## PROBLEM
Each line below that includes the word "Prof" is to be reported.

## STORED DATA
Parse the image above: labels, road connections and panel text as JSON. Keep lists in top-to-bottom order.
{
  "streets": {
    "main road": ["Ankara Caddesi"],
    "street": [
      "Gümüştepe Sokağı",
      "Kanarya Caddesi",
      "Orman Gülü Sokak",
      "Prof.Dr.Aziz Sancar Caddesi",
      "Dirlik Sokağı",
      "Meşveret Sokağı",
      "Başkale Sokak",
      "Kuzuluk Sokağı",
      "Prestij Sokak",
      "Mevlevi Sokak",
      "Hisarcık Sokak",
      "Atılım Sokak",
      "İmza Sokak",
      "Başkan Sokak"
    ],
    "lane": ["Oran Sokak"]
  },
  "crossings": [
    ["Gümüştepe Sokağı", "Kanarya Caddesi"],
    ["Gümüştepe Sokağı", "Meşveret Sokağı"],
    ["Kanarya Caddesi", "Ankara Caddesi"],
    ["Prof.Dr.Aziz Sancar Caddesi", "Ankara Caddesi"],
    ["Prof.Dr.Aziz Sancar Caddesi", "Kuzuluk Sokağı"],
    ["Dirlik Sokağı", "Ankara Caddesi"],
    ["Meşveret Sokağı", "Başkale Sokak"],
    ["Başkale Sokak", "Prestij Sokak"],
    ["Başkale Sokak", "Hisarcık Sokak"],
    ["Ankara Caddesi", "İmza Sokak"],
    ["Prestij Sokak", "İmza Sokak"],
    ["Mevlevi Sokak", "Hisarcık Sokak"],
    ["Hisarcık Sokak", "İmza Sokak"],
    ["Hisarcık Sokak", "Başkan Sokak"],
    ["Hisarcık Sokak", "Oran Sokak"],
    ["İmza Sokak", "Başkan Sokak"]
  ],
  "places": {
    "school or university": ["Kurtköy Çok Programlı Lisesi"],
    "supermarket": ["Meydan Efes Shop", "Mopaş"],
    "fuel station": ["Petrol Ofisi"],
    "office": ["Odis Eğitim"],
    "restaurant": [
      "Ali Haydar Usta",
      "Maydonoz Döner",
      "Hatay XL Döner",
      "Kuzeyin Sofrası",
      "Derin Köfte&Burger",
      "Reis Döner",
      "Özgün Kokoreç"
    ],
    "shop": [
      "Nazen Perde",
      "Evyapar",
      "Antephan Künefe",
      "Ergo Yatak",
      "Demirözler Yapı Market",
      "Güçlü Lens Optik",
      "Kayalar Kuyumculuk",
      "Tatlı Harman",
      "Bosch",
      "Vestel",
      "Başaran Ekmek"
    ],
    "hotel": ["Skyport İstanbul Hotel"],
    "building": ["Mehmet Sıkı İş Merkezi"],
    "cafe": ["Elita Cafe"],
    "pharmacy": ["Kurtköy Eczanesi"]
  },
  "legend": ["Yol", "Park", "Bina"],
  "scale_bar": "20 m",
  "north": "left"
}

## FINISHED EXERCISE
      "Prof.Dr.Aziz Sancar Caddesi",
    ["Prof.Dr.Aziz Sancar Caddesi", "Ankara Caddesi"],
    ["Prof.Dr.Aziz Sancar Caddesi", "Kuzuluk Sokağı"],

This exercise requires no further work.